Mais quels sont les avantages de cette culture étrange qui demande pourtant un gros travail de mise en place?
– limiter l’enherbement,
– limiter l’évaporation de l’eau et donc de presque supprimer l’arrosage (hors plantation bien sûr),
– fournir régulièrement tout au long de l’année la fertilité à la butte par humification (décomposition par la faune du sol) de la couche de mulch,
– protéger cette fameuse microfaune et son cortège de bactéries, champignons et autres arthropodes du gel, du soleil, du dessèchement et de l’érosion. La terre reste humide et meuble.
Robert Morez, ingénieur agronome est un ancien du CIEPAD (Carrefour international d’échanges de pratiques appliquées au développement), et un pionnier de l’agroécologie. Il a notamment beaucoup travaillé à l’internationale avec Pierre Rabhi. J’ai eu la chance d’être son étudiant à Terre et Humanisme sur le thème des buttes autofertiles.
Le principe vient de la vitesse de décomposition et de la nature des éléments produits lors de la décomposition de différentes couches. Il en résulte un effet « starter » assez impressionnant ainsi qu’une fertilité très importante pendant plusieurs années, due à la dégradation des éléments plus grossiers. Elle peut durer jusqu’à 4 ans.
On veillera au départ a installer plutôt des plantes exigeantes (solanacées, courges) pour optimiser les premiers temps d’hyper-fertilité! En voici la recette :
Et ne pas oublier le sel : entre chaque couche, saupoudrer un peu de cendres ou de terres (matières minérales, poudre d’os, …)

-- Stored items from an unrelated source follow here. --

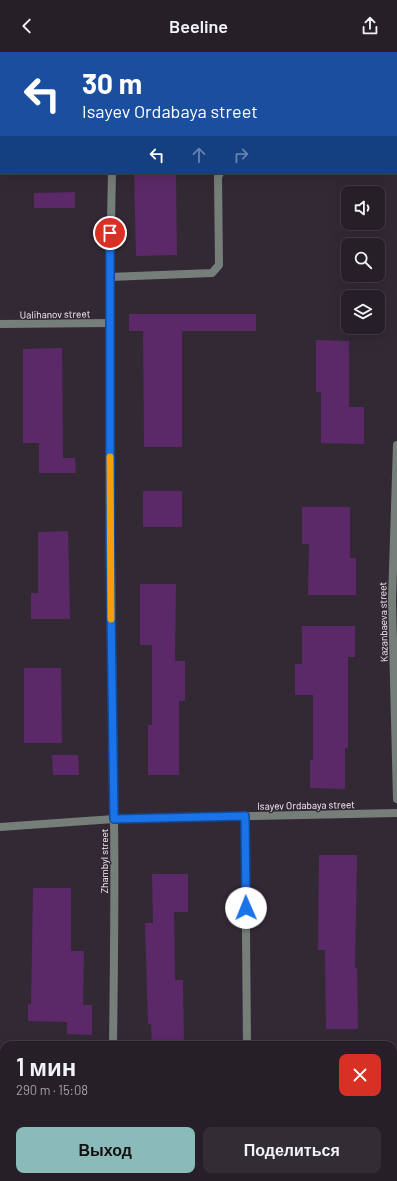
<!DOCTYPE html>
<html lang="ru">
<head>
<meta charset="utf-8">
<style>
  body { margin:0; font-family:Barlow,sans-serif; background:#322c34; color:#f1f3f6; height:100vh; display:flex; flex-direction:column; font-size:15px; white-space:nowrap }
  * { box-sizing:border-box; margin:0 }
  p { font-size:13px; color:#a4a2a8 }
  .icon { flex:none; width:22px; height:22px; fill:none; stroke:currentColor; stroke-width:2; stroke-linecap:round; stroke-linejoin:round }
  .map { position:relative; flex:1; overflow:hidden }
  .details { position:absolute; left:0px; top:989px; width:397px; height:140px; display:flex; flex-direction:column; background:#261f28; border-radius:12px 12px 0 0; box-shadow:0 4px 16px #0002,0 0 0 1px #423d45 }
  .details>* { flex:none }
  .banner { position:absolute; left:0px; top:0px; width:397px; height:122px; box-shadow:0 4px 16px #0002,0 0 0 1px #423d45; background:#1a4fa0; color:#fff; overflow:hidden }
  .fabs { position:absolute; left:341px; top:134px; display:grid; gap:8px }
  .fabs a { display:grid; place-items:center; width:44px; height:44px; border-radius:8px; background:#261f28; box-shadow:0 4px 16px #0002,0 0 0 1px #423d45; font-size:20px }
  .pin { position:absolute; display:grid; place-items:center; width:34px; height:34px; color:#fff; margin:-17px; border:2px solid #fff; border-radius:50%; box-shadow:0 1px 4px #0007 }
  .me { position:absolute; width:44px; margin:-22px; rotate:359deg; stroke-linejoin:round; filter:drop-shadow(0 0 3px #0008) }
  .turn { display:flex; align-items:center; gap:14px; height:84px; padding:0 16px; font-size:18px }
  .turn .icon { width:52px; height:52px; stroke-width:2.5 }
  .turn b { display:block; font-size:28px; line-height:34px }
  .lanes { display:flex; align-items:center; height:38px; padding:0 16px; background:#0003; justify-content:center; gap:20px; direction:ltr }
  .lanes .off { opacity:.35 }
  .round { display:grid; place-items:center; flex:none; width:42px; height:42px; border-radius:8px; background:#322c34 }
  .headline { display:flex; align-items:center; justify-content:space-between; height:68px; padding:0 16px }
  h1 { font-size:24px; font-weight:600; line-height:30px }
  .action { display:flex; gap:8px; margin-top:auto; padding:8px 16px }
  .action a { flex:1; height:46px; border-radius:8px; background:#8bbbb9; color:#111; font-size:16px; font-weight:600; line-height:46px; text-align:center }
  .action a+a { background:#322c34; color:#f1f3f6 }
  header { display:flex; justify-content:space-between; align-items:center; height:52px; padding:0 16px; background:#261f28; font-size:18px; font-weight:600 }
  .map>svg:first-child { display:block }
  .building { fill:#5b2967 }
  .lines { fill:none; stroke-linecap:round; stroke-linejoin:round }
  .lane { stroke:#767e7a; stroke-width:8 }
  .street { stroke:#767e7a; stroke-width:8 }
  .route-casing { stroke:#114b97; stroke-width:10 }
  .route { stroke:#1a73e8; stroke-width:7 }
  .slow { stroke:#f59e0b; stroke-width:7 }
  .labels { text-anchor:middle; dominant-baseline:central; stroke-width:3; stroke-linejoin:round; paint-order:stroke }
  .street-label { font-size:10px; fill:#f9f2fa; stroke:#332935 }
</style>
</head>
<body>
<header><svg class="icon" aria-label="back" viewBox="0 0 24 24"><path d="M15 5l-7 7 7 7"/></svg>Beeline<svg class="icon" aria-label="share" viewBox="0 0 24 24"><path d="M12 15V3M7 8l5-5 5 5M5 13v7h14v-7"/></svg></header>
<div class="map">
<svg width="397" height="1129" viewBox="0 0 397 1129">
  <rect width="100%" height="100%" fill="#332935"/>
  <!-- building -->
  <g class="building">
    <path d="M134,121H176L177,203L136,204Z"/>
    <path d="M75,140V156H34V141Z"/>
    <path d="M129,262H256V279H182V395H144L143,279H129Z"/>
    <path d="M316,288L349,289V355H364V392L321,391V340H316Z"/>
    <path d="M62,296L63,406H75L76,421H39V391H23V297Z"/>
    <rect x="143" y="439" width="39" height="36"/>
    <path d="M302,455H350V506H356V543H308L309,492H302Z"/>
    <path d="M68,479L70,567H31V541H38V480Z"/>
    <path d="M140,532H176L175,609H185V649H179V723H148V673H152V593H140Z"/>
    <path d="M302,574H355V605H348V696H345V737L310,736V708H313V643H295V612H302Z"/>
    <path d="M24,616H61L62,691H24Z"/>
    <path d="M52,703H78L79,723H53Z"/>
    <path d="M319,803H357L355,916H357L358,977H326L325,898H318Z"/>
    <path d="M152,822H188V860H174L175,928H183L184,993H152L151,972H148L145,871H153Z"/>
    <path d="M33,836H71V899H84L83,953H92V983L67,982V970L28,969V952H31Z"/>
  </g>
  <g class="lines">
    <!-- lane -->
    <g class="lane">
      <path d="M396,105H397"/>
      <path d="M109,225L212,221L219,213L218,125L220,121"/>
      <path d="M245,764L247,993"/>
      <path d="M248,1125V1129"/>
    </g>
    <!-- street -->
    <g class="street">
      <path d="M113,1V0"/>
      <path d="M112,121C107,336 112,550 114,765C115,841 114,917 113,993"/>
      <path d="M0,272L110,271"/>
      <path d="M397,393L392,549L397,747"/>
      <path d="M0,775L114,767L397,761"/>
      <path d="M113,1129V1125"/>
    </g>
  </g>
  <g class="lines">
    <defs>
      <path id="route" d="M110,181V492L114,767L245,764L246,856"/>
    </defs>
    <!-- route casing -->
    <use href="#route" class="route-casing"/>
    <!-- route -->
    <use href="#route" class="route"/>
    <!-- slow -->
    <path class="slow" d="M110,405L111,567"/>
  </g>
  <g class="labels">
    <!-- street labels -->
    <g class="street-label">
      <text transform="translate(55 262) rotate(-1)">Ualihanov street</text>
      <text transform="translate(383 570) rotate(-91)">Kazanbaeva street</text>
      <text transform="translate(306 753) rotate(-1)">Isayev Ordabaya street</text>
      <text transform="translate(104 809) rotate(-90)">Zhambyl street</text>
    </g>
  </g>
</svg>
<div class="fabs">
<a><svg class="icon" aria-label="sound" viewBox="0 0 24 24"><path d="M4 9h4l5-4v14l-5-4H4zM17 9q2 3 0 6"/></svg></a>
<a><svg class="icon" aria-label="search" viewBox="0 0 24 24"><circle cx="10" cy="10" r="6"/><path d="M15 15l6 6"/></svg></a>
<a><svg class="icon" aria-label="layers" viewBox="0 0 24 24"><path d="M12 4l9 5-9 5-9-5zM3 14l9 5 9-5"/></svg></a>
</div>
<div class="pin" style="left:110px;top:181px;background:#d93025"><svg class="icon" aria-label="arrive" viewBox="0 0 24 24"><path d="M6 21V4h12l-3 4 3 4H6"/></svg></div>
<svg class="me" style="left:246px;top:856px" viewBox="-20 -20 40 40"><circle r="19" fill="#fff"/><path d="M0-13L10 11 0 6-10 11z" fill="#1a73e8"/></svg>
<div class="banner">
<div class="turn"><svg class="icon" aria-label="left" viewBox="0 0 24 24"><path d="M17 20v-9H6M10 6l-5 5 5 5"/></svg><div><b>30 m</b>Isayev Ordabaya street</div></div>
<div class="lanes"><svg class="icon" aria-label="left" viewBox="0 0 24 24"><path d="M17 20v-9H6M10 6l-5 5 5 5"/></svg><svg class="icon off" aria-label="ahead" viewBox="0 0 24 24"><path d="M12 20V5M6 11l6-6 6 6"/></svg><svg class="icon off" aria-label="right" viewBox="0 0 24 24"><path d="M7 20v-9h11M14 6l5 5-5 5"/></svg></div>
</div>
<section class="details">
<div class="headline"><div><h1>1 мин</h1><p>290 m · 15:08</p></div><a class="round" style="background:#d93025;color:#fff"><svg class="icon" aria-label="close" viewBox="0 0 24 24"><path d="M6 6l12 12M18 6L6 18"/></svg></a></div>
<div class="action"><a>Выход</a><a>Поделиться</a></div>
</section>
</div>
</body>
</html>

Résultat : une forte économie d’eau, une forte production. Le sol retrouve son niveau original après quelques mois (voire années).
La réalisation d’une butte autofertile le long des courbes de niveau en direct de chez moi, et tout ça en 51 secondes :
A ne pas confondre avec les buttes en « lasagnes » (ou lasagna bed), peut-être plus courantes, qui sont une juxtaposition de couches d’éléments riches en carbone (foin, feuilles sèches, BRF) et d’éléments riches en azote (tonte de pelouse, déchets de cuisines, feuilles vertes). Le principe est sensiblement le même (auto fertilité, paillage en carton) mais est plus rudimentaire.
Voir le livre de Jean Paul Collaert « L’art du Jardin en Lasagnes«
Ici, la fertilité de la butte de permaculture est délivrée carrément par des troncs, branches préalablement coupées quelques mois ou années auparavant. Les nutriments organiques sont délivrés ici par de gros éléments qui mettront plusieurs années à se décomposer. On peut dire qu’on est là dans du vrai « durable ». Au fur et à mesure que les troncs vont se décomposer, les racines des plantes au-dessus vont s’implanter plus profondément dans la butte pour y puiser toujours plus d’éléments fertiles.
Avec un peu de chance (ou d’insémination de spores) on peut même avoir des champignons en même temps que les légumes!
Attention de privilégier du bois déjà bien décomposé car on risque une faim d’azote carabinée (les aficionados du BRF connaissent ça très bien).
Un très bon site en anglais (mais avec des zolis photos et des croquis :)) pour expliquer cette technique : http://www.richsoil.com/hugelkultur/
Le grand vulgarisateur de cette technique est Sepp Holzer l’autrichien. Ce sont chez lui plusieurs hectares en montagne qui sont cultivés et aménagés par cette technique. Je ne saurais que trop conseiller ses excellents ouvrages. Il est de loin un de mes mentors, un autodidacte pragmatique. Un vrai terrien pour qui la tête et les mains sont indissociablement liés...
Donc, avec tout ça, plus de questionnements : donnons du relief à nos jardins!